The four steps in corpus investigation  

Step 1. Formulating a question

In practice

This step simply means that to begin a corpus search you have to have the question you want to find the answer to. In general this step should not pose much problems - it may seem that the questions come naturally, for example "Which preposition should I use with 'qualified'?" However, sometimes this step can be complicated: it may be difficult to get a grab of the actual question when you are revising your own text, for instance, as the problematic areas are not always obvious.

In the Corpus Library the problems and questions are preformulated, so you do not have to worry about this stage in the beginning. However, as the basis of the actual search, this step should be considered to be the most important one.

Try to be precise and specific

Consider whether open questions would be better than the yes/no type
(e.g. "what comes after x?" instead of "does y come after x?")

Keep in mind both lexical and grammatical issues

Step 2. Devising a search strategy

In practice

Next, you have to know how to find what you are looking for. Devising your search strategy requires some understanding on how the corpus you intend to use works, what can be found in it and how. You also have to know certain things about how language is structured, for example how parts of speech are organised to phrases. Sometimes you may need to try several strategies or multiple searches to find what you are looking for.

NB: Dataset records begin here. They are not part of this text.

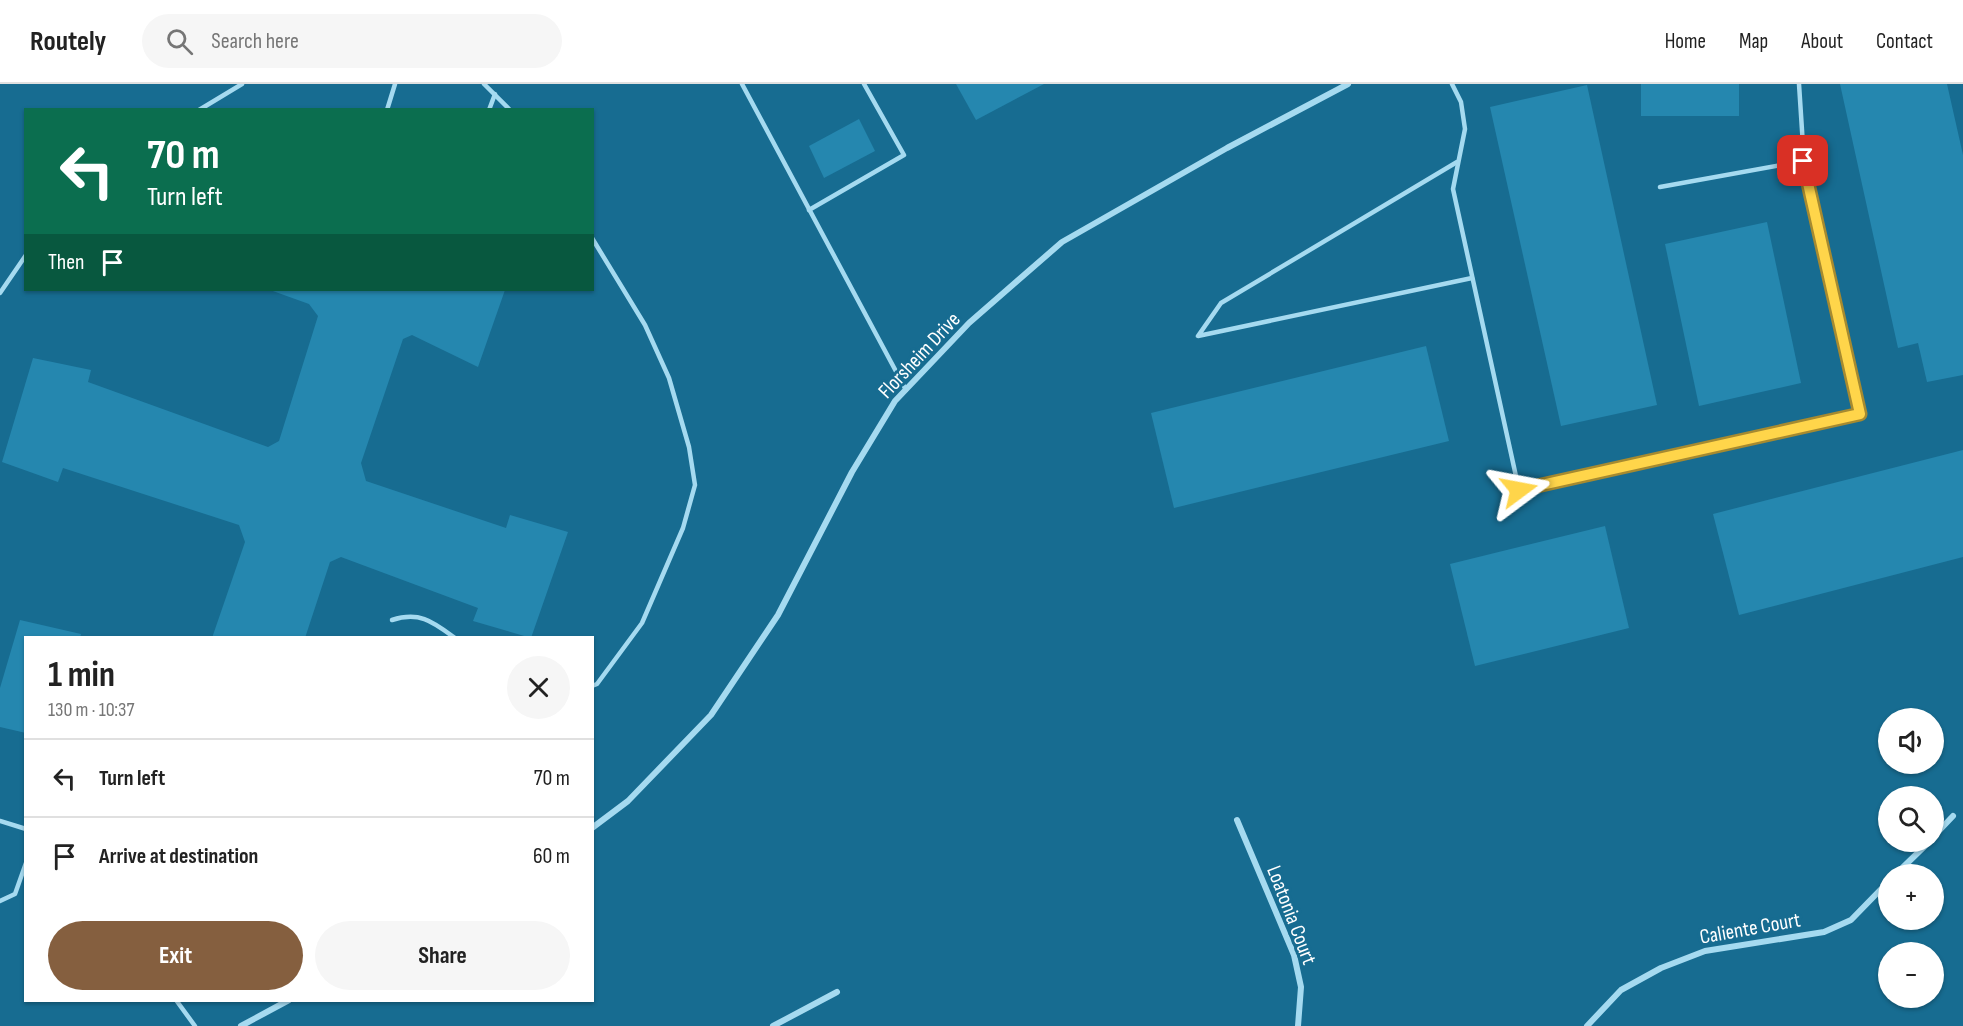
<!DOCTYPE html>
<meta charset="utf-8">
<style>
body{margin:0;font-family:"Sofia Sans Condensed",sans-serif;background:#f6f6f6;color:#222;height:100vh;display:flex;flex-direction:column;font-size:22px;white-space:nowrap}
*{box-sizing:border-box;margin:0}
p{font-size:20px;color:#767676}
.icon{flex:none;width:33px;height:33px;fill:none;stroke:currentColor;stroke-width:2;stroke-linecap:round;stroke-linejoin:round}
.map{position:relative;flex:1;overflow:hidden}
.drawer{position:absolute;left:24px;top:552px;width:570px;height:366px;display:flex;flex-direction:column;background:#fff;border-radius:0px;box-shadow:0 2px 4px #0004}
.drawer>*{flex:none}
.guide{position:absolute;left:24px;top:24px;width:570px;height:183px;border-radius:0px;box-shadow:0 2px 4px #0004;background:#0b6e4f;color:#fff;overflow:hidden}
.controls{position:absolute;left:1878px;top:624px;display:grid;gap:12px}
.controls a{display:grid;place-items:center;width:66px;height:66px;border-radius:50%;background:#fff;box-shadow:0 2px 4px #0004;font-size:30px}
.pin{position:absolute;display:grid;place-items:center;width:51px;height:51px;color:#fff;margin:-26px;border-radius:12px;box-shadow:0 3px 9px #0006}
.me{position:absolute;width:66px;margin:-33px;rotate:77deg;stroke-linejoin:round;filter:drop-shadow(0 0 4px #0008)}
.turn{display:flex;align-items:center;gap:21px;height:126px;padding:0 24px;font-size:27px}
.turn .icon{width:78px;height:78px;stroke-width:2.5}
.turn b{display:block;font-size:42px;line-height:51px}
.then{display:flex;align-items:center;height:57px;padding:0 24px;background:#0003;gap:12px;font-size:22px}
.round{display:grid;place-items:center;flex:none;width:63px;height:63px;border-radius:32px;background:#f6f6f6}
.summary{display:flex;align-items:center;justify-content:space-between;height:102px;padding:0 24px}
h1{font-size:36px;font-weight:700;line-height:45px}
.action{display:flex;gap:12px;margin-top:auto;padding:12px 24px}
.action a{flex:1;height:69px;border-radius:36px;background:#855f3f;color:#fff;font-size:24px;font-weight:700;line-height:69px;text-align:center}
.action a+a{background:#f6f6f6;color:#222}
ul{padding:0;list-style:none}
li{display:flex;align-items:center;gap:18px;height:78px;padding:0 24px;border-top:2px solid #e0e0e0}
li div{flex:1}
li b{display:block;font-size:22px}
li em{font-style:normal}
header{display:flex;align-items:center;gap:36px;box-sizing:border-box;height:84px;padding:0 30px;background:#fff;border-bottom:2px solid #e0e0e0}
header strong{font-size:28px}
nav{display:flex;gap:33px;margin-inline-start:auto;font-size:21px}
.search{width:420px;height:54px;background:#f6f6f6;display:flex;align-items:center;gap:15px;box-sizing:border-box;padding:0 21px;border-radius:33px;color:#767676;font-size:22px}
.map>svg:first-child{display:block}
.building{fill:#2587af}
.lines{fill:none;stroke-linecap:round;stroke-linejoin:round}
.lane{stroke:#a5daf0;stroke-width:4.5}
.street{stroke:#a5daf0;stroke-width:6}
.route-casing{stroke:#a68a30;stroke-width:15}
.route{stroke:#ffd54a;stroke-width:10}
.labels{text-anchor:middle;stroke-width:6;stroke-linejoin:round;paint-order:stroke}
.street-label{font-size:21px;fill:#fff;stroke:#176c91}
</style>
<header>
<strong>Routely</strong>
<div class="search"><svg class="icon" aria-label="search" viewBox="0 0 24 24"><circle cx="10" cy="10" r="6"/><path d="M15 15l6 6"/></svg>Search here</div>
<nav><a>Home</a><a>Map</a><a>About</a><a>Contact</a></nav>
</header>
<div class="map">
<svg width="1963" height="942" viewBox="0 0 1963 942">
<rect width="100%" height="100%" fill="#176c91"/>
<g class="building">
<path d="M956,0H1044L976,36Z"/>
<rect x="1641" y="0" width="98" height="32"/>
<path d="M1840,0H1947L1963,71V291L1927,298L1918,259L1898,264Z"/>
<path d="M1587,1L1657,321L1561,342L1490,23Z"/>
<path d="M859,35L875,67L824,94L809,62Z"/>
<path d="M1767,138L1801,299L1699,322L1665,160Z"/>
<path d="M270,206H505L478,283L412,251L403,255L361,379L366,397L506,444L510,431L568,448L531,554L473,537L478,524L341,473L330,478L305,554H212L245,458L239,441L63,384L58,398L2,378L33,274L91,286L88,298L268,363L279,357L318,232L309,220Z"/>
<path d="M1426,262L1449,357L1174,424L1151,329Z"/>
<path d="M1963,366V473L1739,531L1713,430Z"/>
<path d="M1605,442L1629,544L1475,582L1450,480Z"/>
<path d="M20,536L81,550L80,554H26V649L0,643V604Z"/>
</g>
<g class="lines">
<g class="lane">
<path d="M484,0L510,26"/>
<path d="M742,0L906,306"/>
<path d="M1452,0L1461,18L1465,45L1453,105L1519,406L1860,330L1804,77L1799,0"/>
<path d="M199,26L242,0"/>
<path d="M387,26L395,0"/>
<path d="M489,26L495,10"/>
<path d="M1457,78L1221,219L1198,252L1472,194"/>
<path d="M1660,103L1804,77"/>
<path d="M809,126L904,71L864,0"/>
<path d="M592,154L645,241L669,294L689,363L695,401L683,444L642,539L597,600L592,602"/>
<path d="M0,209L26,171"/>
<path d="M392,536C420,527 433,538 455,554"/>
<path d="M0,737L26,745"/>
<path d="M0,817L15,810L26,779"/>
<path d="M176,916L195,942"/>
</g>
<g class="street">
<path d="M1237,736L1294,871L1301,903L1298,942"/>
<path d="M592,744L628,717L711,631L778,531L852,388L895,317L969,239L1062,158L1227,64L1348,0"/>
<path d="M1934,752L1953,732"/>
<path d="M1896,790L1929,758"/>
<path d="M241,942L289,916"/>
<path d="M773,942L837,908"/>
<path d="M1587,942L1621,906L1661,884L1705,867L1824,848L1851,836L1888,798"/>
</g>
</g>
<g class="lines">
<g class="route-casing">
<path id="route" d="M1519,406L1860,330L1803,77"/>
</g>
<use href="#route" class="route"/>
</g>
<g class="labels">
<g class="street-label">
<text transform="translate(919 271) rotate(-47)" y="7">Florsheim Drive</text>
<text transform="translate(1292 831) rotate(69)" y="7">Loatonia Court</text>
<text transform="translate(1750 844) rotate(-10)" y="7">Caliente Court</text>
</g>
</g>
</svg>
<div class="controls">
<a><svg class="icon" aria-label="sound" viewBox="0 0 24 24"><path d="M4 9h4l5-4v14l-5-4H4zM17 9q2 3 0 6"/></svg></a>
<a><svg class="icon" aria-label="search" viewBox="0 0 24 24"><circle cx="10" cy="10" r="6"/><path d="M15 15l6 6"/></svg></a>
<a>+</a>
<a>−</a>
</div>
<div class="pin" style="left:1803px;top:77px;background:#d93025"><svg class="icon" aria-label="arrive" viewBox="0 0 24 24"><path d="M6 21V4h12l-3 4 3 4H6"/></svg></div>
<svg class="me" style="left:1519px;top:406px" viewBox="-20 -20 40 40"><path d="M0-17L14 15 0 8-14 15z" fill="#ffd54a" stroke="#fff" stroke-width="4"/></svg>
<div class="guide">
<div class="turn"><svg class="icon" aria-label="left" viewBox="0 0 24 24"><path d="M17 20v-9H6M10 6l-5 5 5 5"/></svg><div><b>70 m</b>Turn left</div></div>
<div class="then">Then<svg class="icon" aria-label="arrive" viewBox="0 0 24 24"><path d="M6 21V4h12l-3 4 3 4H6"/></svg></div>
</div>
<section class="drawer">
<div class="summary"><div><h1>1 min</h1><p>130 m · 10:37</p></div><a class="round"><svg class="icon" aria-label="close" viewBox="0 0 24 24"><path d="M6 6l12 12M18 6L6 18"/></svg></a></div>
<ul>
<li><svg class="icon" aria-label="left" viewBox="0 0 24 24"><path d="M17 20v-9H6M10 6l-5 5 5 5"/></svg><div><b>Turn left</b></div><em>70 m</em></li>
<li><svg class="icon" aria-label="arrive" viewBox="0 0 24 24"><path d="M6 21V4h12l-3 4 3 4H6"/></svg><div><b>Arrive at destination</b></div><em>60 m</em></li>
</ul>
<div class="action"><a>Exit</a><a>Share</a></div>
</section>
</div>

In the Corpus Library you will be acquainted with several search strategies. In the examples the search string you should use is given to you and accompanied with guidance and tips. Later on, you can use the Library as a manual when running independent searches and devising your own strategies - pay attention to the Search tip and Good to know -boxes.

Keep in mind the possible search options when planning your strategy - you may use our Help Center and the help-options provided in BNC/COCA and MICASE

Consider which parts in a phrase are fixed, which variable. Use POS-tags or wildcards to replace the variable parts.

If you get many irrelevant results, restrict your search

Be prepared to revise your strategy when needed. Trials and errors are a good way to learn.

Step 3. Observing the examples

In practice

The sample sentences provided by the corpora are not always easy to interpret. You may get hundreds of examples, among which only a few may be relevant. On one hand, it is important to be able to discriminate between what is relevant and what is not, and to keep an open mind when viewing the results as you may be able to notice something you were not actually looking for.

The exercises in the Corpus Library are structured in a way that should gradually make it easier for you to interpret the search results and discern the essential. However, much depends on how you use your own observational and analytical skills.

Make sure to have understood the examples correctly and seek out the ones that the best match your target sentence

Try to set your own assumptions aside, as the words you are expecting to find may not be there, and vice versa

Try not to focus solely on the most frequent usage of a word, as the type you are looking for may be a less common case

Step 4. Drawing conclusions

In practice

You may have a large set of relevant examples, or just a few of them. Remember that what matters is the quality of your sample, not the quantity of the examples. However, if you get far more or far less search results than you expected, you should consider the significance of this. What does it tell you? What conclusions can be drawn?

Another point that should not be forgotten, is the type of conclusions that can be drawn. For instance, the absence of a certain combination doesn't indicate that this combination doesn't exist at all, but tells us that there is no evidence of this in the corpus.

In the Corpus Library feedback is given to you after each exercise. Use the feedback to verify your own findings and to develop your analytical and observational skills.

Even one example may be enough, if it is of good quality.

If you are surprised by a large/small number of examples, consider what this could mean. You may also need to revise your search strategy.

Remember to relate your conclusions to the initial question you formulated at Stage 1.


Adapted from: Claire Kennedy and Tiziana Miceli An evaluation of intermediate students' approaches to corpus investigation,
in Language Learning and Technology Vol. 5, No. 3, September 2001, pp. 77-90.